* [What you should do] From the entries below, tally how many lines contain "Caddesi" and report only that figure.

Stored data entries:
----------------------------------------
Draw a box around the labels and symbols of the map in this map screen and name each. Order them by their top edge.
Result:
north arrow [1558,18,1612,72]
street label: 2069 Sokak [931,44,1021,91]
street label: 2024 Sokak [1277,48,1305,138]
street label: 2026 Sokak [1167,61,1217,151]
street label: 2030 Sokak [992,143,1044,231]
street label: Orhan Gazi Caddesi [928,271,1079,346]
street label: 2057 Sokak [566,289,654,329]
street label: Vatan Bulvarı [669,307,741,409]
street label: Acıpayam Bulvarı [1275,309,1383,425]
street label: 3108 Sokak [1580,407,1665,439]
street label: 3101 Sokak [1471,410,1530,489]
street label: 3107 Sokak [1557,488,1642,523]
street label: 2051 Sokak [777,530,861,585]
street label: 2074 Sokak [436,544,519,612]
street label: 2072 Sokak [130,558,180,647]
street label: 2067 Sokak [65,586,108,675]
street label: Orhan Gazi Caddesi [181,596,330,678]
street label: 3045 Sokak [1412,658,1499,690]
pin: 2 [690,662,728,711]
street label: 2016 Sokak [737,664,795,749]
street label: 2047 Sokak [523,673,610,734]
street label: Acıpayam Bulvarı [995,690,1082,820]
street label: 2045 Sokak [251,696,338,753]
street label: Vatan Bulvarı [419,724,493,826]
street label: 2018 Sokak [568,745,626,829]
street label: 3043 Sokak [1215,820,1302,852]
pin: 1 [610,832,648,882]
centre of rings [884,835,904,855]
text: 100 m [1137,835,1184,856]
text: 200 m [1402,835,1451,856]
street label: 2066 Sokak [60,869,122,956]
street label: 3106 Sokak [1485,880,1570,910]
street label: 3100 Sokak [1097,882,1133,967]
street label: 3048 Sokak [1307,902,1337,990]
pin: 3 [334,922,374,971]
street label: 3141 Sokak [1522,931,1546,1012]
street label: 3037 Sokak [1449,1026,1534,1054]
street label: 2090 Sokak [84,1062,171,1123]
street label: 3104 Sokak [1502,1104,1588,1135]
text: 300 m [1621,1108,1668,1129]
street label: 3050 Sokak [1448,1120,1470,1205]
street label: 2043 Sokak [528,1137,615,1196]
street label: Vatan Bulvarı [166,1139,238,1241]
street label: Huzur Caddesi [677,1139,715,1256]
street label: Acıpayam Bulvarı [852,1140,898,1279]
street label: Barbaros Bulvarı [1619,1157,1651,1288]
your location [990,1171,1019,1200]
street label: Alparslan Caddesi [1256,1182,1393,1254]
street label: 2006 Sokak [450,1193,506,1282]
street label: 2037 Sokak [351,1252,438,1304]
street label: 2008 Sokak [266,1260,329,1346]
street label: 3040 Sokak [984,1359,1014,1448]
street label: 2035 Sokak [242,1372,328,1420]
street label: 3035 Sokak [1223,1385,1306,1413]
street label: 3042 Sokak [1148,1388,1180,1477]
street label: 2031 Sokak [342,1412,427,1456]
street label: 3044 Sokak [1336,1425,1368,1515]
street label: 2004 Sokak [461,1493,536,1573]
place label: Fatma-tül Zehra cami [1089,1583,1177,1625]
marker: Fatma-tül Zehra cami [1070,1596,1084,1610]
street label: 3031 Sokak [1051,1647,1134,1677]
----------------------------------------
* [Task result] 4